The state equality issue was bigger than just the rights of smaller states. The smaller states were worried that the larger states would control the “riches of the West.” The convention was not debating land claims, but future land rights or “exercise of power” were a major concern of the smaller, northeastern states. So, how the legislatures were comprised was huge. Should states vote as a delegation? Or, one vote per state with each Senator getting a vote? This would “diminish the position of the states as the foundation of the new Constitution,” which is what Madison wanted.
The delegates discussed whether the states should ratify the Constitution or if it should only be ratified by convention. Madison pointed out that if the states ratified the Constitution, it would be more like a treaty, which judges would have to respect and could not change. Plus, “a breach of one article in a treaty freed the parties from obligation to the other articles. If the Constitution were to be the supreme law of the land, states could not nullify a law or secede from the union.” However, under a Constitution ratified by a convention, the laws would be subject to interpretation by the courts and the courts would determine if statutes were conforming to the Constitution.

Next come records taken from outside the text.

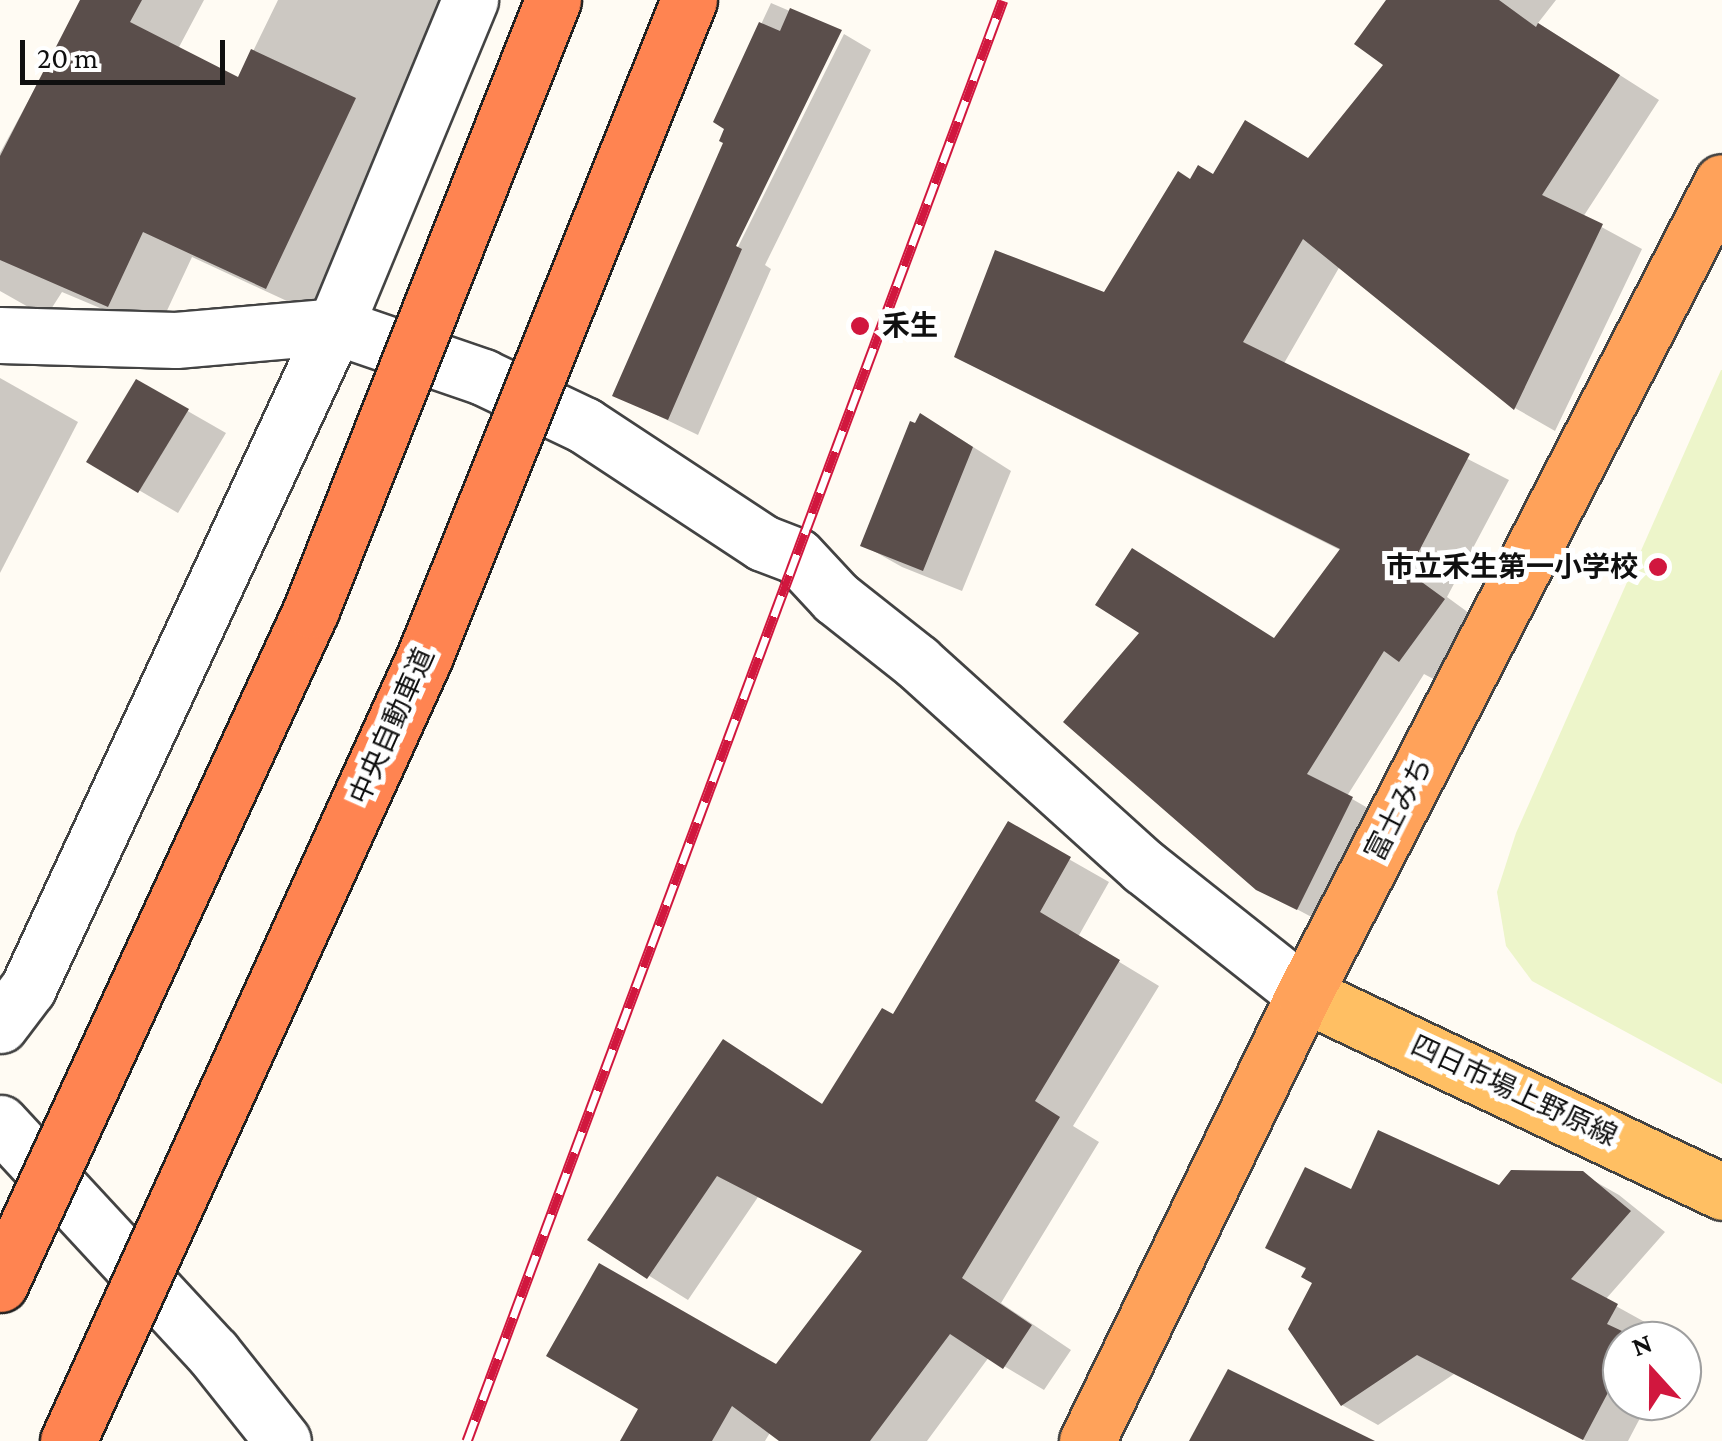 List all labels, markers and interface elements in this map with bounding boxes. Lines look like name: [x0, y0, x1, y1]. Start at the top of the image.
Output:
scale bar: [25, 20, 230, 82]
text: 20 m: [37, 41, 98, 74]
place label: 禾生: [882, 309, 938, 343]
marker: 禾生: [847, 313, 873, 339]
place label: 市立禾生第一小学校: [1386, 550, 1638, 584]
marker: 市立禾生第一小学校: [1647, 556, 1669, 578]
street label: 中央自動車道: [342, 642, 442, 810]
street label: 富士みち: [1359, 751, 1439, 867]
street label: 四日市場上野原線: [1405, 1028, 1623, 1154]
north arrow: [1602, 1321, 1702, 1421]
text: N: [1627, 1327, 1656, 1362]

The convention spent six days deciding the tenure and qualifications of Congress and how they are elected. Madison was in favor of long terms and “re-eligibility.” Madison and Franklin “favored rapid, easy naturalization of immigrants to full citizenship privileges. ‘When foreigners after looking about for some other Country in which they can obtain more happiness, give a preference to ours it is proof of attachment which ought to excite our confidence and affection.’ ” They “held up a vision of growth in freedom in an open society offering asylum to all who shared its principles.”

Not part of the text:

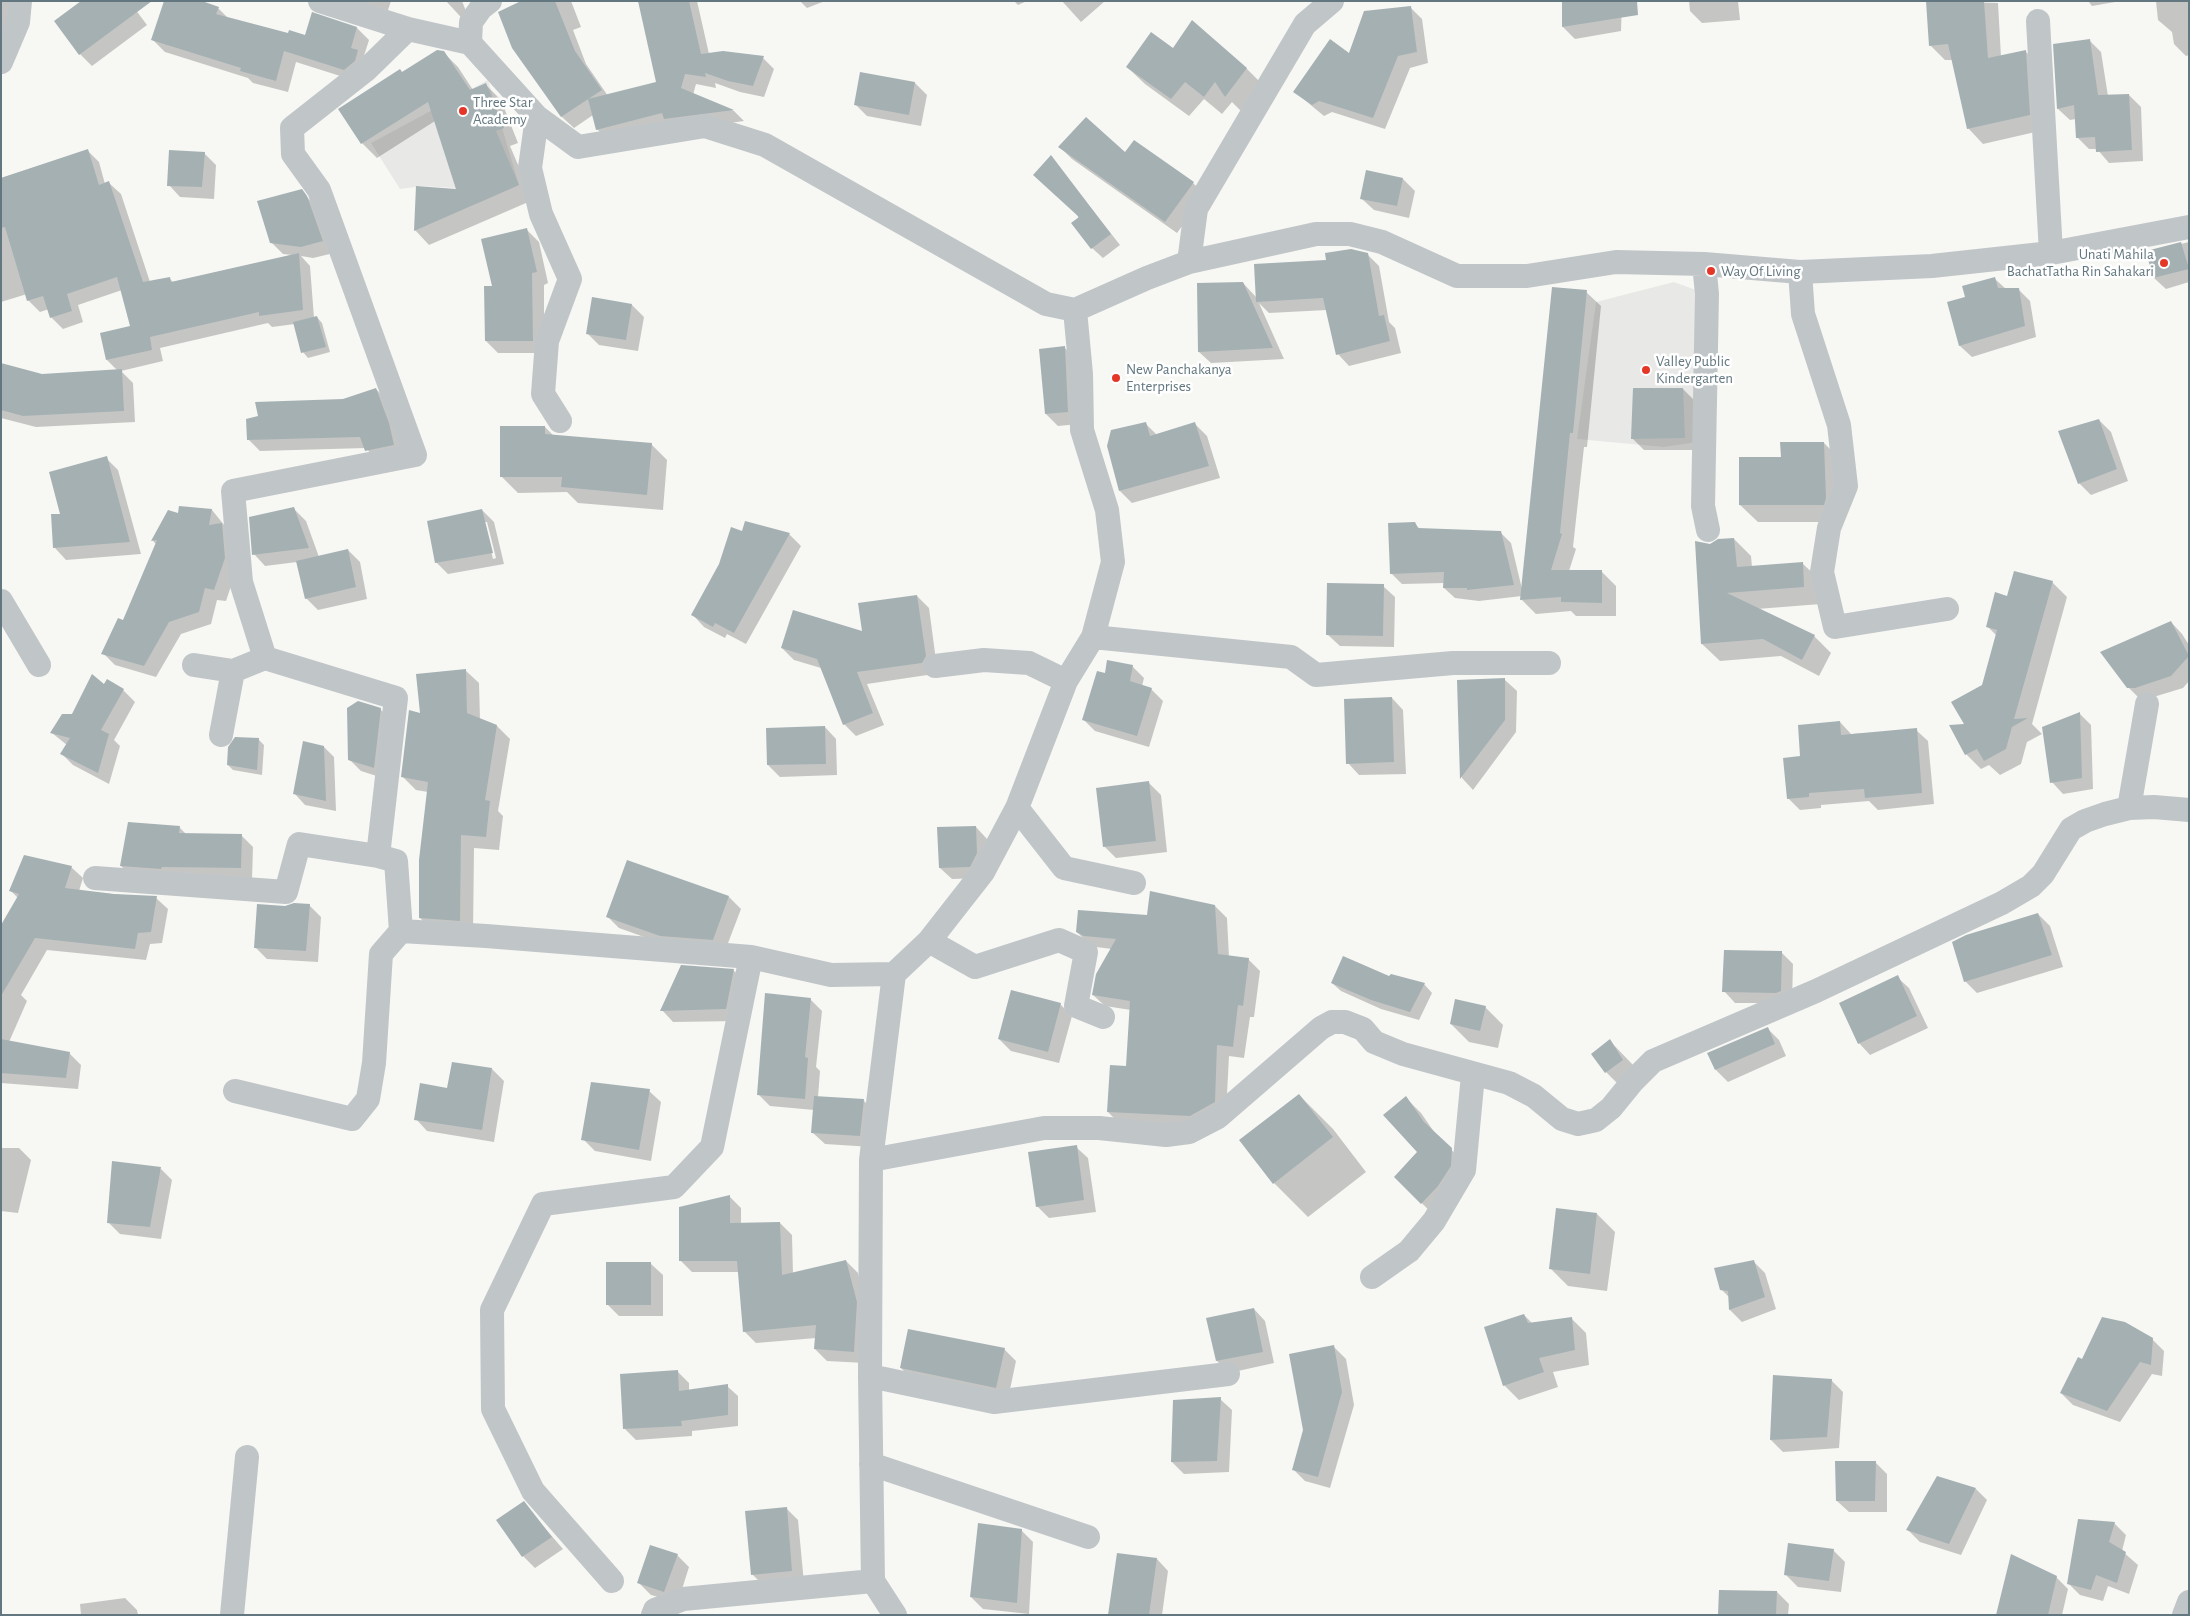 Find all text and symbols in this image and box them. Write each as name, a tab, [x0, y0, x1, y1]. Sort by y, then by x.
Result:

Madison and another delegate changed the wording from Congress has the power to “make” war to “declare” war so the Executive could have authority to handle any emergencies.
The delegates decided that the President would serve for four years with re-eligibility so he would be more responsive to his constituents. President was given power to appoint judges and other officials with the consent of the Senate. It was decided that an Electoral College elect the President with the Senate deciding in the case of a tie.

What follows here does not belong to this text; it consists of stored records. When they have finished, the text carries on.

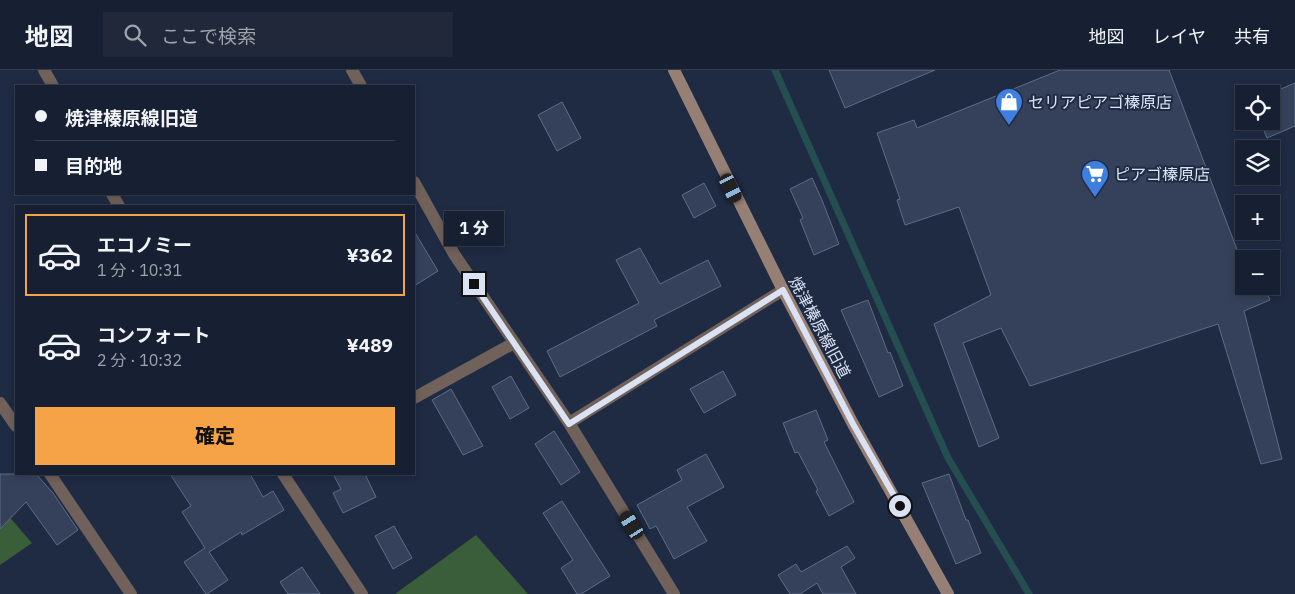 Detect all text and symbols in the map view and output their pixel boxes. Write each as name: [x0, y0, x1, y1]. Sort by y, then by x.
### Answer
search box: [103, 12, 453, 57]
text: 地図: [25, 20, 73, 52]
icon: search: [121, 21, 149, 49]
text: ここで検索: [161, 24, 256, 48]
text: 地図: [1089, 25, 1125, 48]
text: レイヤ: [1153, 25, 1206, 48]
text: 共有: [1234, 25, 1270, 48]
map controls: [1235, 85, 1280, 295]
button: locate: [1235, 85, 1280, 130]
shop icon: セリアピアゴ榛原店: [994, 87, 1024, 126]
place label: セリアピアゴ榛原店: [1028, 92, 1172, 112]
text: 焼津榛原線旧道: [65, 106, 198, 130]
button: layers: [1235, 140, 1280, 185]
text: 目的地: [65, 154, 122, 178]
supermarket icon: ピアゴ榛原店: [1080, 159, 1110, 198]
place label: ピアゴ榛原店: [1114, 164, 1210, 184]
car: [717, 171, 744, 205]
button: +: [1235, 195, 1280, 240]
callout: 1 分: [444, 212, 504, 246]
text: 1 分: [459, 218, 489, 238]
icon: car: [37, 233, 82, 278]
text: エコノミー: [97, 233, 192, 257]
text: ¥362: [346, 243, 393, 267]
button: −: [1235, 250, 1280, 295]
text: 1 分 · 10:31: [97, 260, 182, 280]
route end: [463, 273, 485, 295]
street label: 焼津榛原線旧道: [785, 273, 855, 381]
icon: car: [37, 323, 82, 368]
text: コンフォート: [97, 323, 210, 347]
text: ¥489: [346, 333, 393, 357]
text: 2 分 · 10:32: [97, 350, 182, 370]
button: 確定: [35, 407, 395, 465]
route start: [889, 495, 911, 517]
car: [617, 508, 646, 542]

In early September, the delegates decided they had a solid working document and a small committee convened to put it all together. Madison was very involved in deciding the structure of this document and how to put it all together, plus, it was his original document, he earned the nickname, “Father of the Constitution.”
Madison felt that all delegates worked in the best interests of the new country, mostly leaving their own agendas outside Independence Hall.